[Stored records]
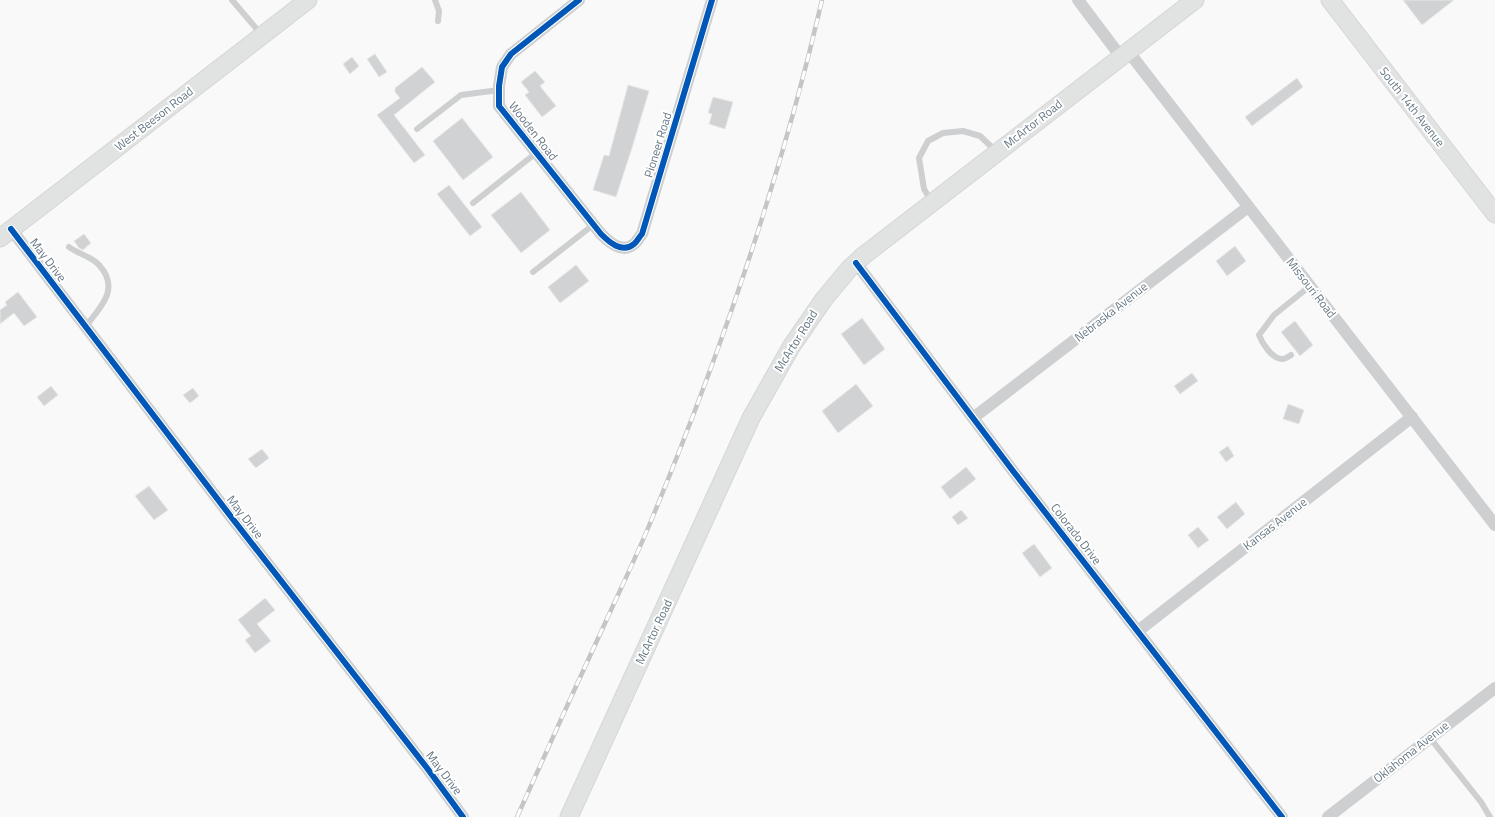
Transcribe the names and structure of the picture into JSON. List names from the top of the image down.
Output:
{
  "streets": {
    "main road": ["South 14th Avenue", "West Beeson Road", "McArtor Road"],
    "street": [
      "Wooden Road",
      "Pioneer Road",
      "May Drive",
      "Missouri Road",
      "Nebraska Avenue",
      "Kansas Avenue",
      "Colorado Drive",
      "Oklahoma Avenue"
    ]
  },
  "crossings": [
    ["West Beeson Road", "May Drive"],
    ["McArtor Road", "Missouri Road"],
    ["McArtor Road", "Colorado Drive"],
    ["Wooden Road", "Pioneer Road"],
    ["Missouri Road", "Nebraska Avenue"],
    ["Missouri Road", "Kansas Avenue"],
    ["Nebraska Avenue", "Colorado Drive"],
    ["Kansas Avenue", "Colorado Drive"]
  ]
}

#### What is needed
Once the pictures are dropped, repeat the data above exactly.

#### Your response
Transcribe the names and structure of the picture into JSON. List names from the top of the image down.
Output:
{
  "streets": {
    "main road": ["South 14th Avenue", "West Beeson Road", "McArtor Road"],
    "street": [
      "Wooden Road",
      "Pioneer Road",
      "May Drive",
      "Missouri Road",
      "Nebraska Avenue",
      "Kansas Avenue",
      "Colorado Drive",
      "Oklahoma Avenue"
    ]
  },
  "crossings": [
    ["West Beeson Road", "May Drive"],
    ["McArtor Road", "Missouri Road"],
    ["McArtor Road", "Colorado Drive"],
    ["Wooden Road", "Pioneer Road"],
    ["Missouri Road", "Nebraska Avenue"],
    ["Missouri Road", "Kansas Avenue"],
    ["Nebraska Avenue", "Colorado Drive"],
    ["Kansas Avenue", "Colorado Drive"]
  ]
}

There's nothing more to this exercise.